Serving the Armed Forces with Animal Science
The greatest way someone can serve their country is by using their natural talents and passions to make a difference. Caitlin Streacker ’15 has combined her love of working with animals with her sense of duty to her country to make an impact by serving in the U.S. Army Veterinary Corps in the Army Medical Department. Entering the military through the Health-Professions Scholarship Program (HPSP), a highly competitive scholarship opportunity, she is currently pursuing a Doctor of Veterinary Medicine (DVM) degree and Masters of Public Health with a specialization in veterinary public health (MPH-VPH), as well as completing military training. She will be promoted to Captain upon graduating in 2021.
“It is a great honor to be able to serve your country,” Streacker says. “You feel a special sense of pride and purpose every time you put your uniform on.”
Streacker knew that she wanted to be a veterinarian since the age of six, but it wasn’t until she entered her masters coursework that she began to realize that she could use both her masters and veterinary degree to serve her country. Having grandfathers who served in World War II, she had a respect for those who serve in the military, and it was her grandfather’s passion for his service and the legacy he left that inspired her path.
Army veterinarians work domestically and abroad to provide care for all privately owned animals that live on base, provide care for military working dogs and military owned horses, and train K9 handlers how to respond to their canine’s medical emergencies. By earning both a DVM and a MPH-VPH, Streacker is qualified to work on a variety of public health and military concerns in addition to animal health, including food safety inspections, biosecurity, and response planning for foreign animal diseases.

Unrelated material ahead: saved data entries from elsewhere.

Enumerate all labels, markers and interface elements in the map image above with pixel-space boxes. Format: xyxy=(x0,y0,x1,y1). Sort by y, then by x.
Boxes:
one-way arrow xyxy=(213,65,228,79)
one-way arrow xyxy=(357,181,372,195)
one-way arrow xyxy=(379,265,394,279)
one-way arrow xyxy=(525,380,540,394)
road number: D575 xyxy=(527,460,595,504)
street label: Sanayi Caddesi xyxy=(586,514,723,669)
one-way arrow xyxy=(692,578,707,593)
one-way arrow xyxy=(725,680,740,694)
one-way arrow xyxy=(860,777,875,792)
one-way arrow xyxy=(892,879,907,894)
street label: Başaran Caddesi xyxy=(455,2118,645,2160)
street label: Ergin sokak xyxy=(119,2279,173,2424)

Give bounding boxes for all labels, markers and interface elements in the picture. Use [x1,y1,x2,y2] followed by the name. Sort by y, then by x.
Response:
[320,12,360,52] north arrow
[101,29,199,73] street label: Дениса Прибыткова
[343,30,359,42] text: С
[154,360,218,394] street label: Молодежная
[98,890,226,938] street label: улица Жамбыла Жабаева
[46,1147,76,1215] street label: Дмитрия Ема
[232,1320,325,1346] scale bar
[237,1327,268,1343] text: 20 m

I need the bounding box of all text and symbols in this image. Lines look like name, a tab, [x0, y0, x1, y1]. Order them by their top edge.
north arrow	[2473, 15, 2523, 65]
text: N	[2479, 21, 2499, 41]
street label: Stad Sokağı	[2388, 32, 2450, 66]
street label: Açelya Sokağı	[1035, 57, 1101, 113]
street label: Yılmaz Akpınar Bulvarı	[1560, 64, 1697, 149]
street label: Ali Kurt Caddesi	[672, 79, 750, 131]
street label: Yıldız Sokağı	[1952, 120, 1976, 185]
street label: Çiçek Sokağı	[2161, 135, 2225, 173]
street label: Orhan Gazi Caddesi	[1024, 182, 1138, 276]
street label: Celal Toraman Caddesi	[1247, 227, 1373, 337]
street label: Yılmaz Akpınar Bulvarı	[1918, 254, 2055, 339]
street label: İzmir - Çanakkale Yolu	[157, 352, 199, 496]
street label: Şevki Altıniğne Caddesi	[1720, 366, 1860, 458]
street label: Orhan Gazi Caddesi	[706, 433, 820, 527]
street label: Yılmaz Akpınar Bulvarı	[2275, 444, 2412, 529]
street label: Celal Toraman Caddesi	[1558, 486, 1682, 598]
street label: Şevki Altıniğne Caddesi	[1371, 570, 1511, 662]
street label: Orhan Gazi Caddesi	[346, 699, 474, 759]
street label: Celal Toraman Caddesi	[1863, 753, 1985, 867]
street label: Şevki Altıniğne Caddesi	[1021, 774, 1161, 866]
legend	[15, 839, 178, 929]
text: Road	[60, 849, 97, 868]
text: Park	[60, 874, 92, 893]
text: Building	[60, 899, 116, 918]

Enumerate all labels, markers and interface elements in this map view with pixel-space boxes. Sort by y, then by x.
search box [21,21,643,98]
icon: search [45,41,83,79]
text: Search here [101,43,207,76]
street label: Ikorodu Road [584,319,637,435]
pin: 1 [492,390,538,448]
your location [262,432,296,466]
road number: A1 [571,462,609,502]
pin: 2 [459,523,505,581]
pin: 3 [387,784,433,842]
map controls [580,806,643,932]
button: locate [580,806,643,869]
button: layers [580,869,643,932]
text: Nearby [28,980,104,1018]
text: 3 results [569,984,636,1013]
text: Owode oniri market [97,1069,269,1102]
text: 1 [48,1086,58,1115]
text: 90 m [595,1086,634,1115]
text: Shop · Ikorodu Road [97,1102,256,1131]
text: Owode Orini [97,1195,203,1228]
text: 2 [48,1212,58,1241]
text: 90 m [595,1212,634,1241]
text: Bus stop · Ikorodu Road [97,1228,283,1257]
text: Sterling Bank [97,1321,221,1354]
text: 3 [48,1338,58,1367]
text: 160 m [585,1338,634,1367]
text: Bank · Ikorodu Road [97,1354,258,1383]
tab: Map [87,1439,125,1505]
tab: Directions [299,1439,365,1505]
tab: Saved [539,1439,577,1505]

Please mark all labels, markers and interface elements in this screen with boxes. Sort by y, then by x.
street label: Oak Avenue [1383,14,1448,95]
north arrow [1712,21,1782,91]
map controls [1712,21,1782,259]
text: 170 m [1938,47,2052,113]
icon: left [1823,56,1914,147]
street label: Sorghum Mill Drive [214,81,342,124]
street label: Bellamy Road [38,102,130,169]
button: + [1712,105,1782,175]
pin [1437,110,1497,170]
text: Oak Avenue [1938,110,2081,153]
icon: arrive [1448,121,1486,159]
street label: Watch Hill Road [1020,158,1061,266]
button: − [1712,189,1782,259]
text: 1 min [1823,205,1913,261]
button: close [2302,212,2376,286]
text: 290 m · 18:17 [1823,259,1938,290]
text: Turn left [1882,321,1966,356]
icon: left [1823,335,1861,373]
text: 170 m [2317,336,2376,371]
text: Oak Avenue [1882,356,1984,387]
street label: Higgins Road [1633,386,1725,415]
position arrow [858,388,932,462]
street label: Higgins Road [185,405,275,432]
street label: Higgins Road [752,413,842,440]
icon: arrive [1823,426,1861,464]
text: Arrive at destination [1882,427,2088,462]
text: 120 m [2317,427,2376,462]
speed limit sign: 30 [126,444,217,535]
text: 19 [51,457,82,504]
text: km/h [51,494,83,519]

Long term, she would like to become board certified in the American College of Veterinary Preventative Medicine (ACVPM) during her military service and be able to use that specialty to further protect our military’s food supply and support zoonotic disease control.
The coursework taken at Findlay helped prepare Streacker to excel in veterinary school, which helped lead to the Army offering her the HPSP. Double majoring in biology and animal science, courses like immunology, physiology and animal processing gave her the knowledge and experience needed for veterinary school. “Having the food animal and equine handling courses your first year at Findlay makes you comfortable working with these animals in vet school,” said Streacker. “Not everyone in vet school has seen a cow or horse before, and handling them while trying to give an injection or get a sample of blood can be intimidating for those without experience handling these animals,” she noted. She wasn’t the only Findlay student prepared for veterinary school. She currently attends The Ohio State University in the same class as 10 of her fellow Findlay graduates.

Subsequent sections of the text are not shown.